**Prompt:**
Give the count of lines in the records below that contain "scale", and say nothing more.

[Source records]
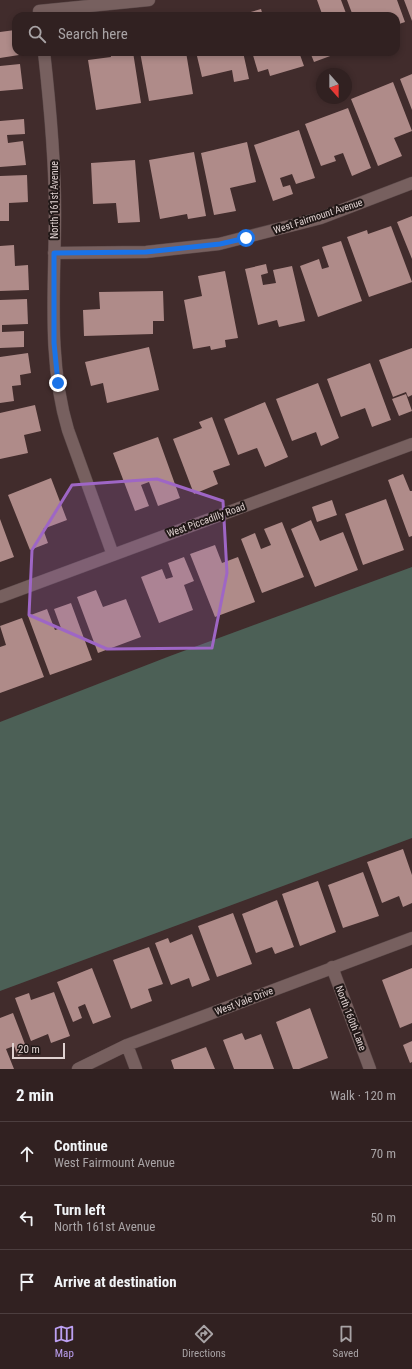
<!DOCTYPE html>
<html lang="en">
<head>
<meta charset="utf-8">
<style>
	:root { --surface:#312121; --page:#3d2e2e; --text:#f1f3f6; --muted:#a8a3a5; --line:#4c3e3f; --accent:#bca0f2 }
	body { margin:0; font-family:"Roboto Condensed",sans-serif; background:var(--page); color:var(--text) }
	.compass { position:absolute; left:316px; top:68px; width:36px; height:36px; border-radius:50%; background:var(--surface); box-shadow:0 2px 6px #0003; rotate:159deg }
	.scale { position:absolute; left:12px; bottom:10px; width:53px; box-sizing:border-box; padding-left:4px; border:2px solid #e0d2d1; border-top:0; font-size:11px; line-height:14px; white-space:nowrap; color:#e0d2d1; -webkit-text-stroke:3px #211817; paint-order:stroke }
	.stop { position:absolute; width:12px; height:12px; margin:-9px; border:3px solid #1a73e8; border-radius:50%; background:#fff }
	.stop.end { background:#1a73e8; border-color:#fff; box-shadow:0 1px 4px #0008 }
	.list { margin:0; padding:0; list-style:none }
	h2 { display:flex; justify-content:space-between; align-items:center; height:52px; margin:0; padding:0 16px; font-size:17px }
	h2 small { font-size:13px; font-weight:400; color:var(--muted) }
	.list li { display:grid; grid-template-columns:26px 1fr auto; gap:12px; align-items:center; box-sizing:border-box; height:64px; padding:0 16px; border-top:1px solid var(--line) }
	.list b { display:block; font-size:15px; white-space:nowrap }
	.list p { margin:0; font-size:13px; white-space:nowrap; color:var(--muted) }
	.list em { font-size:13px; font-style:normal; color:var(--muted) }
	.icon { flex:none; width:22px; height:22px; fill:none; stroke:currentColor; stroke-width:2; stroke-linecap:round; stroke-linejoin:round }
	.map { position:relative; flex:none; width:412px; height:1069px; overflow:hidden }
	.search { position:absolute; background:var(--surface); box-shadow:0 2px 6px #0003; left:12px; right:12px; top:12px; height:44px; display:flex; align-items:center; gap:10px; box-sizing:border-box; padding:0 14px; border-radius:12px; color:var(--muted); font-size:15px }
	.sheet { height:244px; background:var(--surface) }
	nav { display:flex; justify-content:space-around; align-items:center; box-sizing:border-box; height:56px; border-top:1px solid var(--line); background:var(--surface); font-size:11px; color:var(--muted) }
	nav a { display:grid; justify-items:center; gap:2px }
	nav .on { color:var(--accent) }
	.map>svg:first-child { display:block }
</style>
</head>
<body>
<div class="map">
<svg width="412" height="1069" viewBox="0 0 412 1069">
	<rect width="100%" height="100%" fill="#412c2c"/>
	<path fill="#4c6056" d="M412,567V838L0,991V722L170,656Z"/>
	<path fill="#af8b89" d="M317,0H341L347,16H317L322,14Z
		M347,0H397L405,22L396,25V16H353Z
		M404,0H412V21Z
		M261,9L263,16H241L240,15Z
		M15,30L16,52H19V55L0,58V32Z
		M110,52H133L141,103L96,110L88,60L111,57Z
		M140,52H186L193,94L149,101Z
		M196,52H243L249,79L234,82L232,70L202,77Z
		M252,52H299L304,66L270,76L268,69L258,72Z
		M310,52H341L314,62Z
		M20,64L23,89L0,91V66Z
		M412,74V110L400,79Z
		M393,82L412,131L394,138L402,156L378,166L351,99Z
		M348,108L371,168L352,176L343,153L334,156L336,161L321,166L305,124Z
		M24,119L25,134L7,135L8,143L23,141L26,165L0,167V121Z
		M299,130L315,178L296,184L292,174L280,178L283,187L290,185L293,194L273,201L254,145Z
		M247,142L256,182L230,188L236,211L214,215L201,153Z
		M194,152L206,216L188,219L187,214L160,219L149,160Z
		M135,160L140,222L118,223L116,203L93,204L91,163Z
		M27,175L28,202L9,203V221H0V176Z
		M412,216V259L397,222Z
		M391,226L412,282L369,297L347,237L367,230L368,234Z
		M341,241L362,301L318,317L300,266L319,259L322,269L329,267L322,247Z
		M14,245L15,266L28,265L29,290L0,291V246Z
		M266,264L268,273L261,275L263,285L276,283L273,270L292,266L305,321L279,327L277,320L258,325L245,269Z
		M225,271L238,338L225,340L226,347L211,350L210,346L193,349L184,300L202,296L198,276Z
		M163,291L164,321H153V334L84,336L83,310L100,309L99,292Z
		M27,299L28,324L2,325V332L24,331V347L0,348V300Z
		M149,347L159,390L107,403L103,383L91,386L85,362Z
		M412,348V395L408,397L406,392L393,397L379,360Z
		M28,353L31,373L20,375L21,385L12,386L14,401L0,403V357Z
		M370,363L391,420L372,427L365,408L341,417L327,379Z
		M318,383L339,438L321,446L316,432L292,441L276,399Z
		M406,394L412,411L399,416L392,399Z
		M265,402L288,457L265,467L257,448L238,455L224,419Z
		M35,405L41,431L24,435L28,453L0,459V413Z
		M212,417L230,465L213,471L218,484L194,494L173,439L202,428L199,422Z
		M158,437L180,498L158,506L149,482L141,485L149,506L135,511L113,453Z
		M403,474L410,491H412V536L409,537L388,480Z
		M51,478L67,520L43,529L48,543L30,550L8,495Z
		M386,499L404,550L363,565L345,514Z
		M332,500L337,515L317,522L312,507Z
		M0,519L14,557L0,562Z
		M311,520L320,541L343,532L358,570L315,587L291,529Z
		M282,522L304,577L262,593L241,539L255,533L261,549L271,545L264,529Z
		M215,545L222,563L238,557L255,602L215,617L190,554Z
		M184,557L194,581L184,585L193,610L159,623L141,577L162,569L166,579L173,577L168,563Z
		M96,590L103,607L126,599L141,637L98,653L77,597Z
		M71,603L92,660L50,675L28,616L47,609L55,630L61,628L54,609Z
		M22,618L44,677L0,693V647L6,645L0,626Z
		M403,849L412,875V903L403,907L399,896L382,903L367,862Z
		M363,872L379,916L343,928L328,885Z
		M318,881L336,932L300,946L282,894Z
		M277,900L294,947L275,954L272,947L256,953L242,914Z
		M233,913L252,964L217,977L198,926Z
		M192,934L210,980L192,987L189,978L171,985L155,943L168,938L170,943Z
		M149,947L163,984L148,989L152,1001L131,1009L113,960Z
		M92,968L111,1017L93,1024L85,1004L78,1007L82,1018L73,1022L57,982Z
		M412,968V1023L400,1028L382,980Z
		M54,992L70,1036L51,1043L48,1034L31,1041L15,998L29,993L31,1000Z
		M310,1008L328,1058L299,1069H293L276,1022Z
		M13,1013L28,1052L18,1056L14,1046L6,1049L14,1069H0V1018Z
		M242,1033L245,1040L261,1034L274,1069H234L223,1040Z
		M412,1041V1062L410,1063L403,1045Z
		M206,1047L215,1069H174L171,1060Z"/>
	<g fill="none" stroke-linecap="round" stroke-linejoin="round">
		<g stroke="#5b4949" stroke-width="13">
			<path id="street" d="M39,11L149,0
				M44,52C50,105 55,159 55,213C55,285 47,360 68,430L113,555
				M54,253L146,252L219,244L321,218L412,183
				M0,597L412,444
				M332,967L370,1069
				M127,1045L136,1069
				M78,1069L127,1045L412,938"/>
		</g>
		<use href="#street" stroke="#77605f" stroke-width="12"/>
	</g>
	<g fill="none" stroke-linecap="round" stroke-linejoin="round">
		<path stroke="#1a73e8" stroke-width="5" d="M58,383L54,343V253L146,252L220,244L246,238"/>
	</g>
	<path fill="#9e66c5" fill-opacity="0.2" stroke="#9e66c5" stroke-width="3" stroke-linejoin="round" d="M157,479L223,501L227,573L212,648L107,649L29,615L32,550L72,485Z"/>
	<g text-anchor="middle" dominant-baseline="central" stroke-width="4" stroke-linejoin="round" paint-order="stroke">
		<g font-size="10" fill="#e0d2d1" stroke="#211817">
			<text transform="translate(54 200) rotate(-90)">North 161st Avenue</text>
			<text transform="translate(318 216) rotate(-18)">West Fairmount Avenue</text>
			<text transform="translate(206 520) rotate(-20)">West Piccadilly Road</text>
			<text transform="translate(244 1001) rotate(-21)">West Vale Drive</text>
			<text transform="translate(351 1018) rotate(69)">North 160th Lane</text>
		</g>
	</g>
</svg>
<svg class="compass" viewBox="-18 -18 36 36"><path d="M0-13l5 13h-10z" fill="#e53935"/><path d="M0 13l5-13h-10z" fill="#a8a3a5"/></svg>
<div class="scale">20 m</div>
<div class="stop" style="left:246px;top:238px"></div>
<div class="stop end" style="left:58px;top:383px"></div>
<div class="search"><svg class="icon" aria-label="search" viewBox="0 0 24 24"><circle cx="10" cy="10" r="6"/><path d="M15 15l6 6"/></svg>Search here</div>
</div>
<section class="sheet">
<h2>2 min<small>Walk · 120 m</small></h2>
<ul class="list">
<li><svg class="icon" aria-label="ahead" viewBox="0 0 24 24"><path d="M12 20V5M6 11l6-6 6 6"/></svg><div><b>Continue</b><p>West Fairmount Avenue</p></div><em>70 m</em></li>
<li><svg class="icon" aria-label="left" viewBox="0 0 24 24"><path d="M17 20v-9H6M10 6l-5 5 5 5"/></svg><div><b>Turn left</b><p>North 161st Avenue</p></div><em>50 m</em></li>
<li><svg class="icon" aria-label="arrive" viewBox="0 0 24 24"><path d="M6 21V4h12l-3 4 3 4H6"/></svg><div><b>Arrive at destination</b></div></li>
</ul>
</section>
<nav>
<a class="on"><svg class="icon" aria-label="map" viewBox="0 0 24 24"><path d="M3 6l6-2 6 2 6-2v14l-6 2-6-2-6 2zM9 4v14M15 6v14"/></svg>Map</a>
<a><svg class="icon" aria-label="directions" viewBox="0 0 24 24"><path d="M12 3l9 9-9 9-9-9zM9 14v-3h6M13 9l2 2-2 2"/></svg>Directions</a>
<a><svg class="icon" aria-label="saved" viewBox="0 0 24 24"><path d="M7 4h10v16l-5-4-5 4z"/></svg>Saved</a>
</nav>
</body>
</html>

**Response to the task:**
2